Wild bunch distribution
La guerre est déclarée, de Valérie Donzelli
L'autofiction au cinéma ne fonctionne que si elle s'accomplit dans un élan de sincérité et abandonne tout calcul. C'est le cas dans La guerre est déclarée. Si Valérie Donzelli et Jérémie Elkaïm - qui ont écrit le scénario à quatre mains et tiennent les deux rôles principaux - se sont inspirés de leur douloureuse expérience de couple confronté à la maladie de son enfant, ils ne tombent jamais dans l'impudeur.

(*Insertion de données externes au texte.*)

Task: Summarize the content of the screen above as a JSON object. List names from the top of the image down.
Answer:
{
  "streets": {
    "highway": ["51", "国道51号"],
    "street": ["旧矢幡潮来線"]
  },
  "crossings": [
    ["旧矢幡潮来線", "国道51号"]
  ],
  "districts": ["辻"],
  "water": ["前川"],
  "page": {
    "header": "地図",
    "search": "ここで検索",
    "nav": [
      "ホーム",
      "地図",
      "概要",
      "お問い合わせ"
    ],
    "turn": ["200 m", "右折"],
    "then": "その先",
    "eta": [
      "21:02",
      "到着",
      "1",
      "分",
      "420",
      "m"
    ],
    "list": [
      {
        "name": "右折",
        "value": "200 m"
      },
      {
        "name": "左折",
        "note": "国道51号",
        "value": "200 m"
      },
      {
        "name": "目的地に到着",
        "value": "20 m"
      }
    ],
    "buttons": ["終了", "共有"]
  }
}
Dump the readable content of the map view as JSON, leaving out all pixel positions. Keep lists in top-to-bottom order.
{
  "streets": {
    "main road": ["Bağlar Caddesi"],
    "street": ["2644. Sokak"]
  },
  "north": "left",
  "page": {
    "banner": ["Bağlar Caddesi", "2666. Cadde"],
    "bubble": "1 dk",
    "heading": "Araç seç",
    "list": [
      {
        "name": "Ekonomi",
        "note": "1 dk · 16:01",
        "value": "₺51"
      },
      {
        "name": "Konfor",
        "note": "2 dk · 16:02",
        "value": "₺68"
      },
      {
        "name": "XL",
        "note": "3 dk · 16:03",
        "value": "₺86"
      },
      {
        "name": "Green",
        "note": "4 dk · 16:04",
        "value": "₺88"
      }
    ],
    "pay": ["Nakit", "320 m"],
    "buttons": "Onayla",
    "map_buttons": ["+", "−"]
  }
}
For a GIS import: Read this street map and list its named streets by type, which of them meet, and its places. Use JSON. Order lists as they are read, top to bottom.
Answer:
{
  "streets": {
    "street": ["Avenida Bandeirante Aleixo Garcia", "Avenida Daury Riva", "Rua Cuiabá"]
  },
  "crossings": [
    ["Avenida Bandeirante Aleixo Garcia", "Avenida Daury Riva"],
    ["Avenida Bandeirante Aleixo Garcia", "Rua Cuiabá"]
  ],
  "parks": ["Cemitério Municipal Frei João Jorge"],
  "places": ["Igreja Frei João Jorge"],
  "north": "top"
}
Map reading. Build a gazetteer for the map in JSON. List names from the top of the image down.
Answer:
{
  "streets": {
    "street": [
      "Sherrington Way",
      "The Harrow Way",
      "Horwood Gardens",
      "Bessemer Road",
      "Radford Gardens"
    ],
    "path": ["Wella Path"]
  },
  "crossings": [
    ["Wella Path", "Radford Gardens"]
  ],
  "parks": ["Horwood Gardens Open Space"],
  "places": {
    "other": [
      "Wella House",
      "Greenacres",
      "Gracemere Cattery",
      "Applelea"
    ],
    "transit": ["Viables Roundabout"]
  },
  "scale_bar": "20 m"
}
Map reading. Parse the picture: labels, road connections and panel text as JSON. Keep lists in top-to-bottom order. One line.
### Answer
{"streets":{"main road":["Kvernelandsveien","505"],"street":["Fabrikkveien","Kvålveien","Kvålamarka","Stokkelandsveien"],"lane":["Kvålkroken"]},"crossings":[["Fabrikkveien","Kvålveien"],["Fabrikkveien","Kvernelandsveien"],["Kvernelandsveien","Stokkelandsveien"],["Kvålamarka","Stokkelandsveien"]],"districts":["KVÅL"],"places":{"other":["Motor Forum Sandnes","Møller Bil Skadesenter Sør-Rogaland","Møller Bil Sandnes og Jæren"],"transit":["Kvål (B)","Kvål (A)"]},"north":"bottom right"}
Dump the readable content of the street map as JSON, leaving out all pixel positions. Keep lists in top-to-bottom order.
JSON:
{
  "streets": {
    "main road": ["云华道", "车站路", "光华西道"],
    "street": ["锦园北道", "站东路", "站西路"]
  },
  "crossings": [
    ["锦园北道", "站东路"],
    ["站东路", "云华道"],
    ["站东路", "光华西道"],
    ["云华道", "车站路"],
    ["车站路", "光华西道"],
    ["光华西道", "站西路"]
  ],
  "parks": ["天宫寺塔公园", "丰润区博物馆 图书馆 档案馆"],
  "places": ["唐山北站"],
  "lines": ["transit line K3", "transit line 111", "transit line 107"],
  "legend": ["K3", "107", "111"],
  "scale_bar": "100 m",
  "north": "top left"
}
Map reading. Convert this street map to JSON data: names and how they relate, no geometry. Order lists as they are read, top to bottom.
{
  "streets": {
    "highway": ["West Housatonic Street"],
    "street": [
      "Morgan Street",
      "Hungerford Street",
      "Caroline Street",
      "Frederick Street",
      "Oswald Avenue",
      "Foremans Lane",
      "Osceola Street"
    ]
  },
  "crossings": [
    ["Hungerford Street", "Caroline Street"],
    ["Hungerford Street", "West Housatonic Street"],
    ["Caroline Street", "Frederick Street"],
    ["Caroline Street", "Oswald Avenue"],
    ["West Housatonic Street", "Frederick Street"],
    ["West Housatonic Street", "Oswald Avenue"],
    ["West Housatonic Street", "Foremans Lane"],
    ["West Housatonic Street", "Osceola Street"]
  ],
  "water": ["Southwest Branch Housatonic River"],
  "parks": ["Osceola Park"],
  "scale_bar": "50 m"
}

Surtout, ils n'ont pas peur de s'attaquer à des scènes casse-gueules avec leur sensibilité (la course dans les couloirs de l'hôpital, l'annonce du diagnostic aux proches, par exemple), scènes que le spectateur pourra trouver moins réussies. Ils assument leur jusqu'au-boutisme, ne craignent pas de passer du rire aux larmes -partition difficile à composer- et osent une bande originale hétérogène et omniprésente. La guerre est déclarée relève à la fois du journal intime, du collage cinéphile, de l'illustration pop et du film phénomène parce qu'il parle au plus grand nombre avec sa propre voix et sans prétendre à l'universalité.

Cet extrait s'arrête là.